*Your objective*. Reproduce exactly the lines of the material beneath, from the line that contains "display:grid; grid-template-columns:52px 1fr" to the line that contains "display:block; font-size:30px; white-space:nowrap", both included, and no other lines.
/---
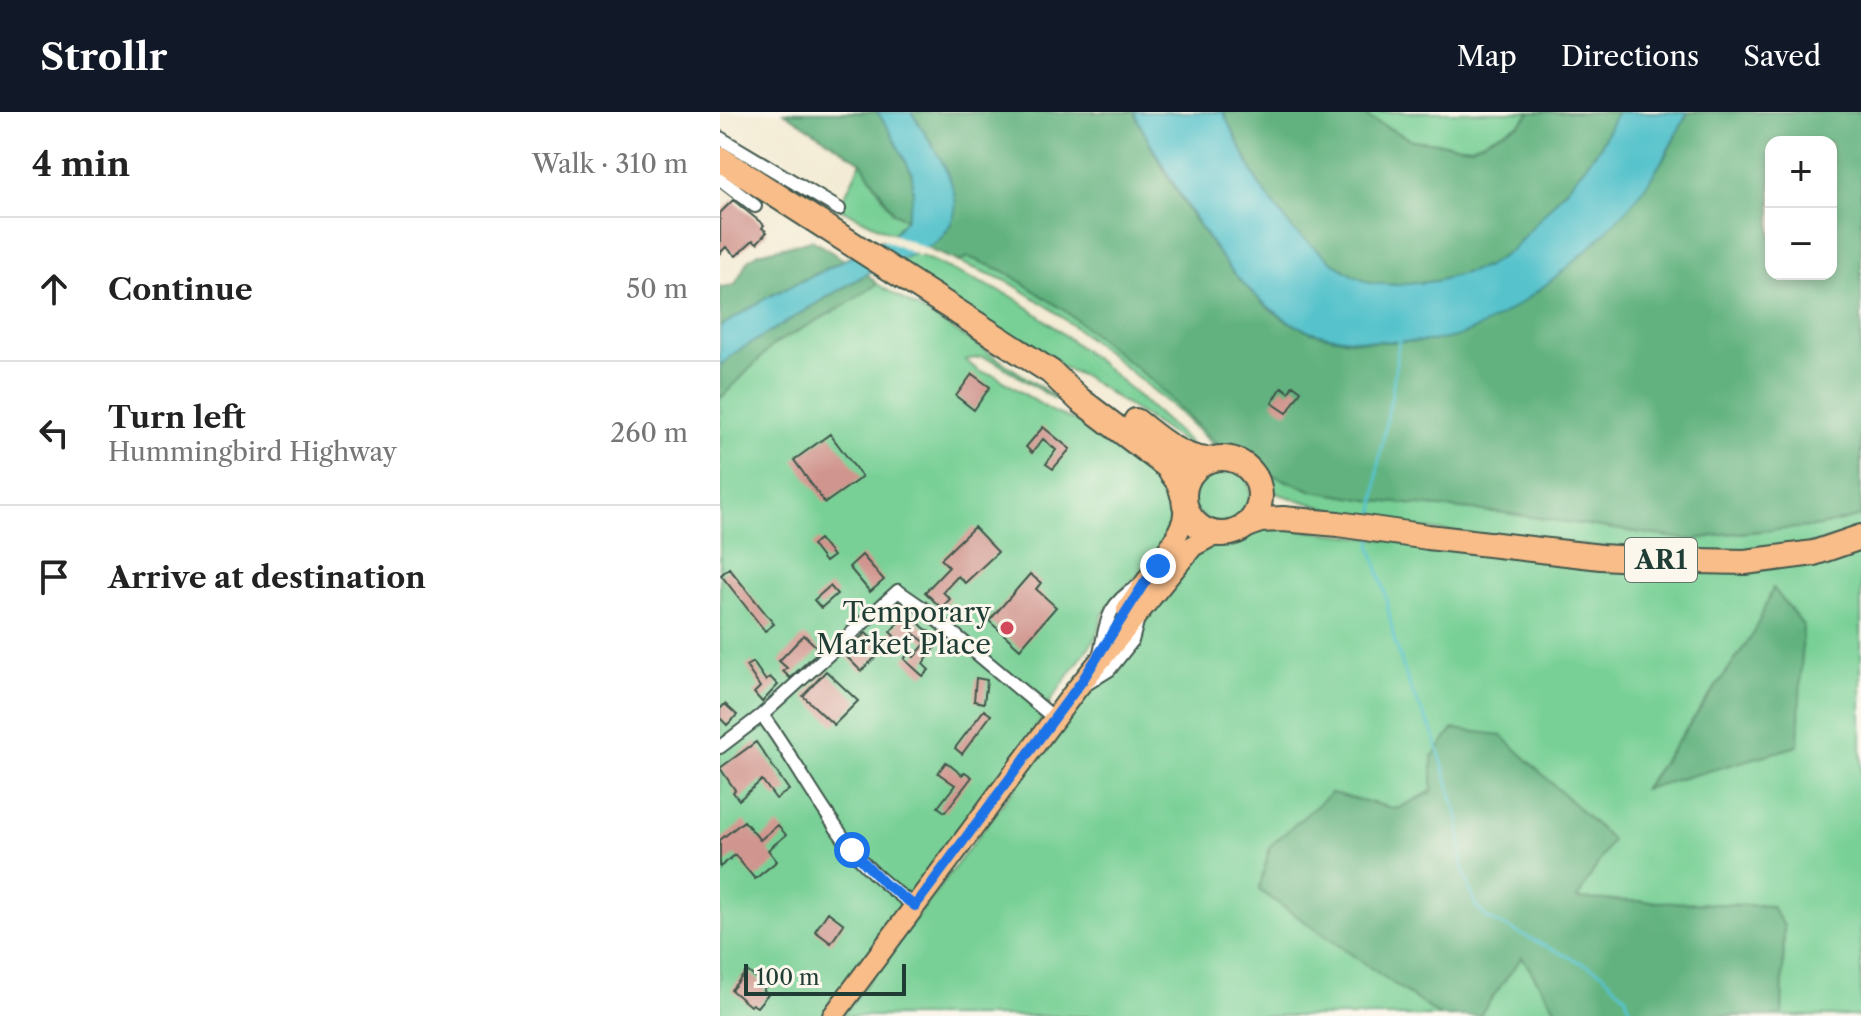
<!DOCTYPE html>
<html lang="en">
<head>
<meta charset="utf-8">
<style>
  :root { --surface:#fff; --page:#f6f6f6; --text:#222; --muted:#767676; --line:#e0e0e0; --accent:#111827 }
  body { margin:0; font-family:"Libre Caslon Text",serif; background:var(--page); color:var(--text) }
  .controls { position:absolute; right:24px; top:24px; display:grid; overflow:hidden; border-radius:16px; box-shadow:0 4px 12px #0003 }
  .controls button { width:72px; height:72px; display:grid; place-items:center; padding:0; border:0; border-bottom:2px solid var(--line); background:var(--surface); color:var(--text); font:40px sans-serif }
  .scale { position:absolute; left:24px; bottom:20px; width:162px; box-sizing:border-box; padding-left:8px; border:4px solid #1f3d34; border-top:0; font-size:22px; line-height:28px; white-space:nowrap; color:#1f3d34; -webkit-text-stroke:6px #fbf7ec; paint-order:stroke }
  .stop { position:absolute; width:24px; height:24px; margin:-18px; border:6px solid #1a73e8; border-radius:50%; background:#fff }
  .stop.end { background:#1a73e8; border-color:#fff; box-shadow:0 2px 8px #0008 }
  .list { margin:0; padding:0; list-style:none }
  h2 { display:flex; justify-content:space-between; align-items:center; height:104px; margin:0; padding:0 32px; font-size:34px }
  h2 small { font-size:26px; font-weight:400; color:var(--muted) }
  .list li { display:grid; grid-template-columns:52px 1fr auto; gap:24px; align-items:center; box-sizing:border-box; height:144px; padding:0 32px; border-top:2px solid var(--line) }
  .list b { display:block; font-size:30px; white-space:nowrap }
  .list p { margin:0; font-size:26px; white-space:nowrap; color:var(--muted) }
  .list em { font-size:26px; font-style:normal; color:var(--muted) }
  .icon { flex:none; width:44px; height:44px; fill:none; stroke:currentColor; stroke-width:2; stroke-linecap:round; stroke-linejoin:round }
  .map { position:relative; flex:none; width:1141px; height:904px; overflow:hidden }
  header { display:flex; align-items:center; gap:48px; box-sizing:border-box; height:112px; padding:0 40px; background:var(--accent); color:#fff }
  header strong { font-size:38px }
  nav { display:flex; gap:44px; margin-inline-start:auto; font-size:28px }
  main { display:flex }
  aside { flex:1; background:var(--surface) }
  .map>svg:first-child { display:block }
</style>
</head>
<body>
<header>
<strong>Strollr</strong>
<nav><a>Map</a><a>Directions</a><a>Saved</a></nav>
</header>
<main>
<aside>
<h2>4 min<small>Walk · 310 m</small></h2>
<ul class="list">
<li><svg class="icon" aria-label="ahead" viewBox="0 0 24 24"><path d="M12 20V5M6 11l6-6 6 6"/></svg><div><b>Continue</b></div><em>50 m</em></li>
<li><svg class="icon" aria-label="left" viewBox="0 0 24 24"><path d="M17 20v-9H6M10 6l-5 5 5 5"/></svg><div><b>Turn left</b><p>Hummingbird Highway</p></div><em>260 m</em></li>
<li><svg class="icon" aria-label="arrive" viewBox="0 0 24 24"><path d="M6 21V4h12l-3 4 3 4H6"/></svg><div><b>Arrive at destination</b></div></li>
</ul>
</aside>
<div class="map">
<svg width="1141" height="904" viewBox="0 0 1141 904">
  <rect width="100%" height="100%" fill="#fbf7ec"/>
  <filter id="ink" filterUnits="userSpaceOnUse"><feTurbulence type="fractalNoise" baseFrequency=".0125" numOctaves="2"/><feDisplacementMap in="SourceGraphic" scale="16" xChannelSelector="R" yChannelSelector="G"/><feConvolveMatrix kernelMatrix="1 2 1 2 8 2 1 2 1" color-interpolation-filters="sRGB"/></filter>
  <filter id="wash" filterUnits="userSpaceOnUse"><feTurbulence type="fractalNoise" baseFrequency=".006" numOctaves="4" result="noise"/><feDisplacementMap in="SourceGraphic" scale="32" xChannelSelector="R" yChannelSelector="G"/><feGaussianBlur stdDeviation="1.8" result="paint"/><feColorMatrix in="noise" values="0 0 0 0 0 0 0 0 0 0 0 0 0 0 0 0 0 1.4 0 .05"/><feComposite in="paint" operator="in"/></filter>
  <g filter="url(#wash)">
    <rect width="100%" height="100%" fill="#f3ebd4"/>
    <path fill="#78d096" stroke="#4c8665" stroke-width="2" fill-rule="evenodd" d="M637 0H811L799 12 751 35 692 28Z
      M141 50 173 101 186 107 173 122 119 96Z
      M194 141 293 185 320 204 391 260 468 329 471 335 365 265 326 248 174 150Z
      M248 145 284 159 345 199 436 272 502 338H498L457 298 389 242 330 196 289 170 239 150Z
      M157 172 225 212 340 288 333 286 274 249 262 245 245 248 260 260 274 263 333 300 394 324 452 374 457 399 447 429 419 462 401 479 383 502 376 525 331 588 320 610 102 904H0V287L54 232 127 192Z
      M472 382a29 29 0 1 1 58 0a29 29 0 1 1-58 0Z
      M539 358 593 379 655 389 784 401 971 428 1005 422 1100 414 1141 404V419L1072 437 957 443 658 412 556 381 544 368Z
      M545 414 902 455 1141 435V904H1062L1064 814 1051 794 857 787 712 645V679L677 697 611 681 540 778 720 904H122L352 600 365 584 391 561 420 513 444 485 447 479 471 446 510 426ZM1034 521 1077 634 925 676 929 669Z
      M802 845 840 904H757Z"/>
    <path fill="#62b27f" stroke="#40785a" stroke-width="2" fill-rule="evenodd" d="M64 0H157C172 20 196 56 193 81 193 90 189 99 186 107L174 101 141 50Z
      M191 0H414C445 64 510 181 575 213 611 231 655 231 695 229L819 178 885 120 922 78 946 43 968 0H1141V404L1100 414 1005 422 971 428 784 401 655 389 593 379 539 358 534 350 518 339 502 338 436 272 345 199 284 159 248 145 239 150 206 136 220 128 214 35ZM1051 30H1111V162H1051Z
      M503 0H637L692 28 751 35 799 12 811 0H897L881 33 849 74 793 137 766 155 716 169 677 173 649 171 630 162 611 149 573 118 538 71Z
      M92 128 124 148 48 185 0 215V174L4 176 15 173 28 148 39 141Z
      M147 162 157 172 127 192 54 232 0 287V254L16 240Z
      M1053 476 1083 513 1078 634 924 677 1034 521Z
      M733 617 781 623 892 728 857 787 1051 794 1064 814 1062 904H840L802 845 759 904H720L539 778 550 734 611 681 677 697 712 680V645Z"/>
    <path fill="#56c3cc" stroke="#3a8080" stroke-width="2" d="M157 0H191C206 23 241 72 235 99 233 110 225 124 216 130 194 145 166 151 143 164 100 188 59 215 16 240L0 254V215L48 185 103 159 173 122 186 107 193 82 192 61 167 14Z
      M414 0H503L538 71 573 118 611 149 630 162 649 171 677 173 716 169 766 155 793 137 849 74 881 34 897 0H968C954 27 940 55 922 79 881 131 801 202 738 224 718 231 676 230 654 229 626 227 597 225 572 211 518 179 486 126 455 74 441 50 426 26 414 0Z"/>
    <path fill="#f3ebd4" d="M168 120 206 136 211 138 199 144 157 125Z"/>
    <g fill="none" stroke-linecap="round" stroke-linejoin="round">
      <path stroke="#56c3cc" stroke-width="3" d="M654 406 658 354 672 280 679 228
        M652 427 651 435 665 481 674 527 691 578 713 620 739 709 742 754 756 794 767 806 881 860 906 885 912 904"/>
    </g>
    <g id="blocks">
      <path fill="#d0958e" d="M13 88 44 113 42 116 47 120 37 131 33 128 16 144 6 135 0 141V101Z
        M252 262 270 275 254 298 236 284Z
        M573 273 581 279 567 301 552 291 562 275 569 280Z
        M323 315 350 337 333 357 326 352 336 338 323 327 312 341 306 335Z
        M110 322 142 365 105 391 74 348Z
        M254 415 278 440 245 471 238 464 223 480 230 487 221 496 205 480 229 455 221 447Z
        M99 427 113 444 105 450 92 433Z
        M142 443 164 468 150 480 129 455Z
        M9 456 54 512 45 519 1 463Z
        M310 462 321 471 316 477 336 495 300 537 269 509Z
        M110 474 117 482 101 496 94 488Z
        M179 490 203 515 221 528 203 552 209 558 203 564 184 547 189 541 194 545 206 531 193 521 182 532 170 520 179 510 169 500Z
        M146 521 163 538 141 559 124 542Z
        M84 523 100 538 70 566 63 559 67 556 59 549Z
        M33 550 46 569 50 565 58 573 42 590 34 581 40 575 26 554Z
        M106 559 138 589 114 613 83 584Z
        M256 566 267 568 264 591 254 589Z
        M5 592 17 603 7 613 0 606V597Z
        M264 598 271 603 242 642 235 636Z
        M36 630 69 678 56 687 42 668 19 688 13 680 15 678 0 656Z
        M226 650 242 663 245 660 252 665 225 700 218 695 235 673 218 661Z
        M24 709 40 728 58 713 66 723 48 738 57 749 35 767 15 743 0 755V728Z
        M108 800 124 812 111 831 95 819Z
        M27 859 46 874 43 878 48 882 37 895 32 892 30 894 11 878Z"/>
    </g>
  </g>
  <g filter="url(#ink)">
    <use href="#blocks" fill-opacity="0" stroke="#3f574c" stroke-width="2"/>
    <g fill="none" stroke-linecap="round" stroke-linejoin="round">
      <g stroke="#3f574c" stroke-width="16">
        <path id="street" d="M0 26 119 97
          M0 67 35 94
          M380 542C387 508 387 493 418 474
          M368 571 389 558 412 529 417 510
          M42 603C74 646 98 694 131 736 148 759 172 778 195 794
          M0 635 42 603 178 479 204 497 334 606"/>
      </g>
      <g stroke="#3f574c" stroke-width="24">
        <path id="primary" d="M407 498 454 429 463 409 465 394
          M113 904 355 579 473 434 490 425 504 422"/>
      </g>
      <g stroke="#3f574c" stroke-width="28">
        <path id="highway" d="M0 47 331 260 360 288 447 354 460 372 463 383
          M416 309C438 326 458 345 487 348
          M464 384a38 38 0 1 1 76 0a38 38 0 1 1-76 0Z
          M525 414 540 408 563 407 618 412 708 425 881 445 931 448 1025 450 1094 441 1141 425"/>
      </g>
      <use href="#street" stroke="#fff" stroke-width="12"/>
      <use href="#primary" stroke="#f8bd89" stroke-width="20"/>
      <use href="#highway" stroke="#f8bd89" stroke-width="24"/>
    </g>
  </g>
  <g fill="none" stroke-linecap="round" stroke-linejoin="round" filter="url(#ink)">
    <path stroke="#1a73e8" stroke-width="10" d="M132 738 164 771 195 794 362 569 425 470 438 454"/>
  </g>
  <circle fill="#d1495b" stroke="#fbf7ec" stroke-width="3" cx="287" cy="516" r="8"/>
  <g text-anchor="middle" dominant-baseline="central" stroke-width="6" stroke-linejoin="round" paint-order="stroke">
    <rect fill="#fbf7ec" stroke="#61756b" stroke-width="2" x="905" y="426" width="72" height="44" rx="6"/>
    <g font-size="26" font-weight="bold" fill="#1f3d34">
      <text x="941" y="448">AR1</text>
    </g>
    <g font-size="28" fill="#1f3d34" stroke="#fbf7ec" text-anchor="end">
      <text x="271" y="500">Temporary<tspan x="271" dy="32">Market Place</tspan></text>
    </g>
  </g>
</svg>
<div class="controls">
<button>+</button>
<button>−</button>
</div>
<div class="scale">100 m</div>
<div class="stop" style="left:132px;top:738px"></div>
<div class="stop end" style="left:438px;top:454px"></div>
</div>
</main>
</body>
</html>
\---
*Exercise response*.
  .list li { display:grid; grid-template-columns:52px 1fr auto; gap:24px; align-items:center; box-sizing:border-box; height:144px; padding:0 32px; border-top:2px solid var(--line) }
  .list b { display:block; font-size:30px; white-space:nowrap }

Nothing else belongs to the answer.